EXERCISE AIM ::
Find each line below containing the word "canvas" and copy it.

EXERCISE MATERIAL ::
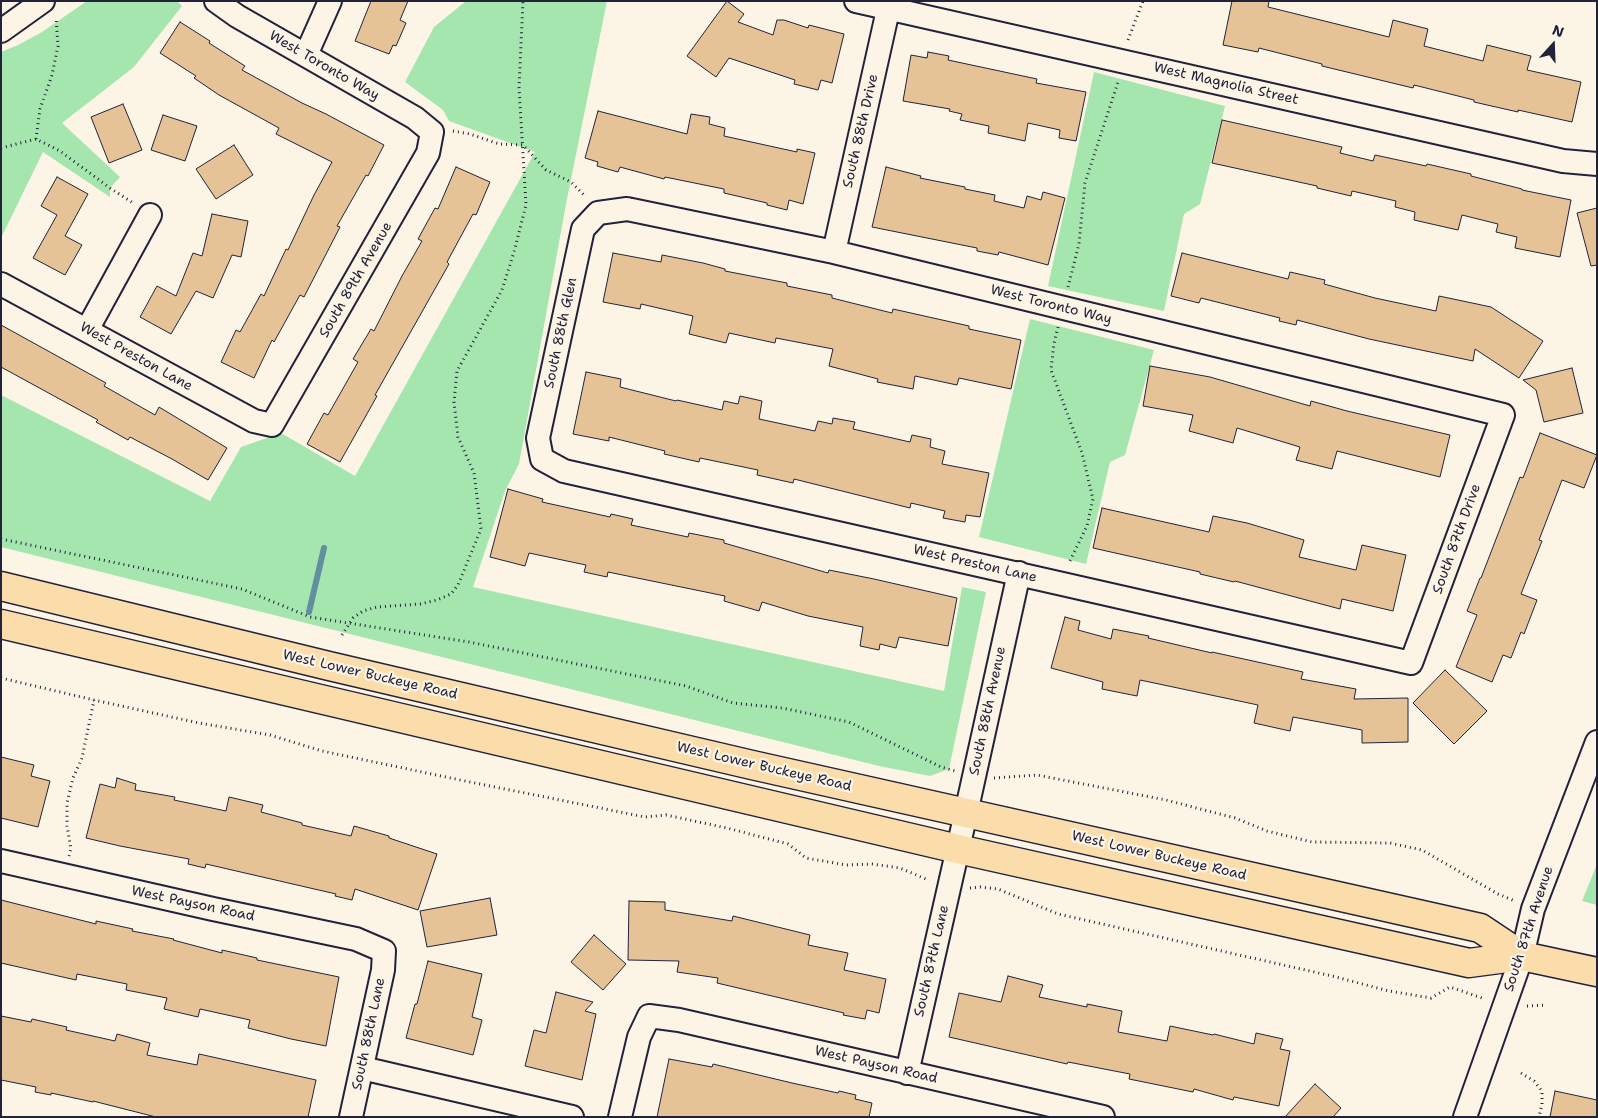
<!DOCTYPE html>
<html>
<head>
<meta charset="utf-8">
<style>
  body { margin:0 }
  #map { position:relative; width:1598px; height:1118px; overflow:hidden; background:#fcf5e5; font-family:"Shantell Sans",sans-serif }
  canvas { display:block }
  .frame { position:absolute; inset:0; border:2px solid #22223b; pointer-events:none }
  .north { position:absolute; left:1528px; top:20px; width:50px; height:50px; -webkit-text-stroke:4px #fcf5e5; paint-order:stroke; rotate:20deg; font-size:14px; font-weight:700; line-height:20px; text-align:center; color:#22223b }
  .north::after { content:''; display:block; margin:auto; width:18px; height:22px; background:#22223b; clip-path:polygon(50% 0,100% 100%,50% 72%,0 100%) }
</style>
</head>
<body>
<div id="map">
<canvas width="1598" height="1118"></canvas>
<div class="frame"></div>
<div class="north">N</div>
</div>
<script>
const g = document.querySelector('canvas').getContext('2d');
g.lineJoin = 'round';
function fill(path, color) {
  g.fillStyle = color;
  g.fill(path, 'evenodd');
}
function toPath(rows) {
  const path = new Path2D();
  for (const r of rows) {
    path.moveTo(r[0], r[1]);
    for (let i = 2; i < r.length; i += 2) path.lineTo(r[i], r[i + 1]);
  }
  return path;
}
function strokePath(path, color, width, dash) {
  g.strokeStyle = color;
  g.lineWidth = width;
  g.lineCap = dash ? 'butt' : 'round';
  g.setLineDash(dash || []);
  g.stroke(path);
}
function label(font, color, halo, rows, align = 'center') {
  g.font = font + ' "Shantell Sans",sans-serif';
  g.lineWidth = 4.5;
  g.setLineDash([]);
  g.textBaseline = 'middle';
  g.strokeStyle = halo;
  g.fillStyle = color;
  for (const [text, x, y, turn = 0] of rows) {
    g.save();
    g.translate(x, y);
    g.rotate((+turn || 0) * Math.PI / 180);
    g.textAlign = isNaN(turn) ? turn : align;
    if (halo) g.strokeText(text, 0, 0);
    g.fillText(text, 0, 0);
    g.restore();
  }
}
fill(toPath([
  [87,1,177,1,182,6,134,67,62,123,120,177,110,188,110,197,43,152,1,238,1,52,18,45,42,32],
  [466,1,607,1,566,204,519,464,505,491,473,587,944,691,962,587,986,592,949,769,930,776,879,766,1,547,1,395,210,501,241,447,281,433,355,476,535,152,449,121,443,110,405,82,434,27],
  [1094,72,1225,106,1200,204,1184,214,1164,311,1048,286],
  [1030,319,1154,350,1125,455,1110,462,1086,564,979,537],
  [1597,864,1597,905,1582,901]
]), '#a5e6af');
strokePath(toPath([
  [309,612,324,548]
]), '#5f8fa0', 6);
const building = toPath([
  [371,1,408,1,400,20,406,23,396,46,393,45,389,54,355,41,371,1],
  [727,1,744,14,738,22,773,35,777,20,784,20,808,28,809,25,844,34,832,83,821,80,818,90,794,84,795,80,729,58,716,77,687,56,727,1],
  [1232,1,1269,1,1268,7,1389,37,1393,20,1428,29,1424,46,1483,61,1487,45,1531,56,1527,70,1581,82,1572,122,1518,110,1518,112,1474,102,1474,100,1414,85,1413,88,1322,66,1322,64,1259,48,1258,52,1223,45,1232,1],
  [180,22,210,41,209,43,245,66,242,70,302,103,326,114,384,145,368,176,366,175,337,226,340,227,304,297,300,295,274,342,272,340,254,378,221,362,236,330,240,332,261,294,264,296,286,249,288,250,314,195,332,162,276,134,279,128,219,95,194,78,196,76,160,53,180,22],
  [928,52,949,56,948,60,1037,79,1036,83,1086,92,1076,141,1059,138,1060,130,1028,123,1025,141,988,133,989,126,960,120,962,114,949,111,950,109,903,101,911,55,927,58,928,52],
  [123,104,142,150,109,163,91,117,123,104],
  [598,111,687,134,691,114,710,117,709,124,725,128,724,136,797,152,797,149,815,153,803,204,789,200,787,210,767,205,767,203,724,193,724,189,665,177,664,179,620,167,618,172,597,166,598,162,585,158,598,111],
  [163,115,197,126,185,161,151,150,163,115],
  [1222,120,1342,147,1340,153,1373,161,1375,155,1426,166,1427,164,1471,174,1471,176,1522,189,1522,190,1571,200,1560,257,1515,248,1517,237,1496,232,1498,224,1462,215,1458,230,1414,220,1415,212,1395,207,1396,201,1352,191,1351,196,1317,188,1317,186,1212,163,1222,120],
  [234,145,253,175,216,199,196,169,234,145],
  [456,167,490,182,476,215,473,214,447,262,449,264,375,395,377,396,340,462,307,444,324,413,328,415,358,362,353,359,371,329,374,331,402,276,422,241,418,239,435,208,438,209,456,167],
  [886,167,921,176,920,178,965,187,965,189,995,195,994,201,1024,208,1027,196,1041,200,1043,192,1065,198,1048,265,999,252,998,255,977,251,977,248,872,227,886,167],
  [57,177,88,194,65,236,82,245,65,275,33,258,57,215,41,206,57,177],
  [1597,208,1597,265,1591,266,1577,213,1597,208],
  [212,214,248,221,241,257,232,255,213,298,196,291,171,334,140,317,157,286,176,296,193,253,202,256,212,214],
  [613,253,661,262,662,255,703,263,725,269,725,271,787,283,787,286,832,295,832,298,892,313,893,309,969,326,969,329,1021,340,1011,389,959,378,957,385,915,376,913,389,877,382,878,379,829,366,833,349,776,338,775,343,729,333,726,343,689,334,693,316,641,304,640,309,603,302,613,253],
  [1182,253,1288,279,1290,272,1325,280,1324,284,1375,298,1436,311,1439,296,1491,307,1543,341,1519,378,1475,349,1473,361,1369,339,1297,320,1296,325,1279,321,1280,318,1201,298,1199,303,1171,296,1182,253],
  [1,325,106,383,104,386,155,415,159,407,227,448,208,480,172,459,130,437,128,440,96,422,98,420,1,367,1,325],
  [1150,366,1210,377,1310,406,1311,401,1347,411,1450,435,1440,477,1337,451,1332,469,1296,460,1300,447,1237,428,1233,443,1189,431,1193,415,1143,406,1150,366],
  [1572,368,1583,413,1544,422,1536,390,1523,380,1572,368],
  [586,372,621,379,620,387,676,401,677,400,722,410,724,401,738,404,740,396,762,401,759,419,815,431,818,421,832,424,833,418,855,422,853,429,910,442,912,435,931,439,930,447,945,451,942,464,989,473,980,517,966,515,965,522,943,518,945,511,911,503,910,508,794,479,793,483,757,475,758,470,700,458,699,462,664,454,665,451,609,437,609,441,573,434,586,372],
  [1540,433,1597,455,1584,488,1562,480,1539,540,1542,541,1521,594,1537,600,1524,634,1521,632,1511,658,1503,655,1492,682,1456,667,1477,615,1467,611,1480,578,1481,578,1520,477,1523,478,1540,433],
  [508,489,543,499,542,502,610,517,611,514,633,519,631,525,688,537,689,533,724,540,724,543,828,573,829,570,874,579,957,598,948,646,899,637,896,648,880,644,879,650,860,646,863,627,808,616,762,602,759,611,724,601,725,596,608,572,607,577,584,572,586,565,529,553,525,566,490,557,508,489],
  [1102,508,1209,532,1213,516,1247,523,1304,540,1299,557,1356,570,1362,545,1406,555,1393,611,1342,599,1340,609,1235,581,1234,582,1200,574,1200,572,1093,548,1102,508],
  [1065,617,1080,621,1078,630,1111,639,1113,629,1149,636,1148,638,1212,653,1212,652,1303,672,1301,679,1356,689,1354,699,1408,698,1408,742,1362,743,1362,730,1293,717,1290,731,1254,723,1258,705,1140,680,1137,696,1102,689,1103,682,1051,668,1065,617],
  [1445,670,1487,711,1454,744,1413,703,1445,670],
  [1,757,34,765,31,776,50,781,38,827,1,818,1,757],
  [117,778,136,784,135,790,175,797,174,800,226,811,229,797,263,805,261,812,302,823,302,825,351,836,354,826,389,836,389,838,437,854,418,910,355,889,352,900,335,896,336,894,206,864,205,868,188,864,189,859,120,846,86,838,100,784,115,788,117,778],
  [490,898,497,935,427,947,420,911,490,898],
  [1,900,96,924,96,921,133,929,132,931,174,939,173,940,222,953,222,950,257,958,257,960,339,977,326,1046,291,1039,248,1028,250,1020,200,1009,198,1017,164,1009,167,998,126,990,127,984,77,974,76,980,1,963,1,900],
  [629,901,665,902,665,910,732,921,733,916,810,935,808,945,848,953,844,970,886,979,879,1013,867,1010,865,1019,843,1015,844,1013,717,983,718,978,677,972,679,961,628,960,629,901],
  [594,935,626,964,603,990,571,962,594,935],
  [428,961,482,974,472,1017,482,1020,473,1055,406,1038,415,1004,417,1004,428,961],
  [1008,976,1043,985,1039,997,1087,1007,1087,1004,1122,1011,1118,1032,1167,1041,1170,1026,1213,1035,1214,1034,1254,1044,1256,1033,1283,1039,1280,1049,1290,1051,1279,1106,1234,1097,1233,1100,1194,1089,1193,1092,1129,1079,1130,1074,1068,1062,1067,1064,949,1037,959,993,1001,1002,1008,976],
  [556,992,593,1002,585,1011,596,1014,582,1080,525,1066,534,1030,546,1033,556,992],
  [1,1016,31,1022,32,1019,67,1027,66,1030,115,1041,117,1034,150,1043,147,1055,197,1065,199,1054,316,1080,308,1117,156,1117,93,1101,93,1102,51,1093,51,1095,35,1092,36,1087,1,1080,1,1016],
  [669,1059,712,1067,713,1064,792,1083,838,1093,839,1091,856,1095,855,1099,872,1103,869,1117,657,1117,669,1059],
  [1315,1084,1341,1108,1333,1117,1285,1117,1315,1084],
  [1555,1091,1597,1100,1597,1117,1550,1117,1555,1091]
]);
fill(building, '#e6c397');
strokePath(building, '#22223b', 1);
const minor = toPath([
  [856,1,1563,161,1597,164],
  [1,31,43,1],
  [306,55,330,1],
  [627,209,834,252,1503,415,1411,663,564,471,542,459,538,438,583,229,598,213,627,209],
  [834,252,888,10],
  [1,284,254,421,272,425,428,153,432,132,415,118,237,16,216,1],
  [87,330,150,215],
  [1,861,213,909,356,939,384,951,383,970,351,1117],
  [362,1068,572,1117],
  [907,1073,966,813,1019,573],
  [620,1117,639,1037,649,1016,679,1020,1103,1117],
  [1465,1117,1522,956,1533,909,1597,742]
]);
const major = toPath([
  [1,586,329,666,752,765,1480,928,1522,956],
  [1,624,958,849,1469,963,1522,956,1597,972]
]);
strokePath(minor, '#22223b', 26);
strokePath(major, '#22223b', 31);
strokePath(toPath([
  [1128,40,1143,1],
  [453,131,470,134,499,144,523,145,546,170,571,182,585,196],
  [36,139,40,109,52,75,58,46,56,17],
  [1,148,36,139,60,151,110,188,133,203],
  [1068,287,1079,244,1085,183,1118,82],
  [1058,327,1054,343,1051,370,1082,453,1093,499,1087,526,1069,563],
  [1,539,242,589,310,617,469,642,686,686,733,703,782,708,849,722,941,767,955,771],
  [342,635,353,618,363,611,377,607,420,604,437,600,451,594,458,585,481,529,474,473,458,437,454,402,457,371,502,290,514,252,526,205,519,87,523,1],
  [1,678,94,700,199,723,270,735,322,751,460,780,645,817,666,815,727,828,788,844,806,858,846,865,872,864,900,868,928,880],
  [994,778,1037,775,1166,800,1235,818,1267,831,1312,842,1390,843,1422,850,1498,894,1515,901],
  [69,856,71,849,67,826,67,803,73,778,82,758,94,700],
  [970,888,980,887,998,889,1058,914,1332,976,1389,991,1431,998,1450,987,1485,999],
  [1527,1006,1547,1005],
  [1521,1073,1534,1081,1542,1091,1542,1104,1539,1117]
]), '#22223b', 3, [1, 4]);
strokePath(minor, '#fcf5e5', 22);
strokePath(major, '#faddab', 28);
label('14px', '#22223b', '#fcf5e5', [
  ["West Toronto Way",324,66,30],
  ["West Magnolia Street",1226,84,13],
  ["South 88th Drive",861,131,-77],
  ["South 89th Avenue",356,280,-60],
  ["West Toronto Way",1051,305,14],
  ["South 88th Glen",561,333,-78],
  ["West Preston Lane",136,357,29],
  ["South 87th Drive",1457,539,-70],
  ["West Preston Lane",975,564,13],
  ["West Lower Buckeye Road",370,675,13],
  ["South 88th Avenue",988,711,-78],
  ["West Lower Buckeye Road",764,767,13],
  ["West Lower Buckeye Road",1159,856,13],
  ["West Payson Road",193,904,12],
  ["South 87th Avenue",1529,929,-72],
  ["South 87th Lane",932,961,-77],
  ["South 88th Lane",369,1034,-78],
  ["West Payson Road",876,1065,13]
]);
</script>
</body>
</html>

ANSWER TO THIS PROBLEM ::
  canvas { display:block }
<canvas width="1598" height="1118"></canvas>
const g = document.querySelector('canvas').getContext('2d');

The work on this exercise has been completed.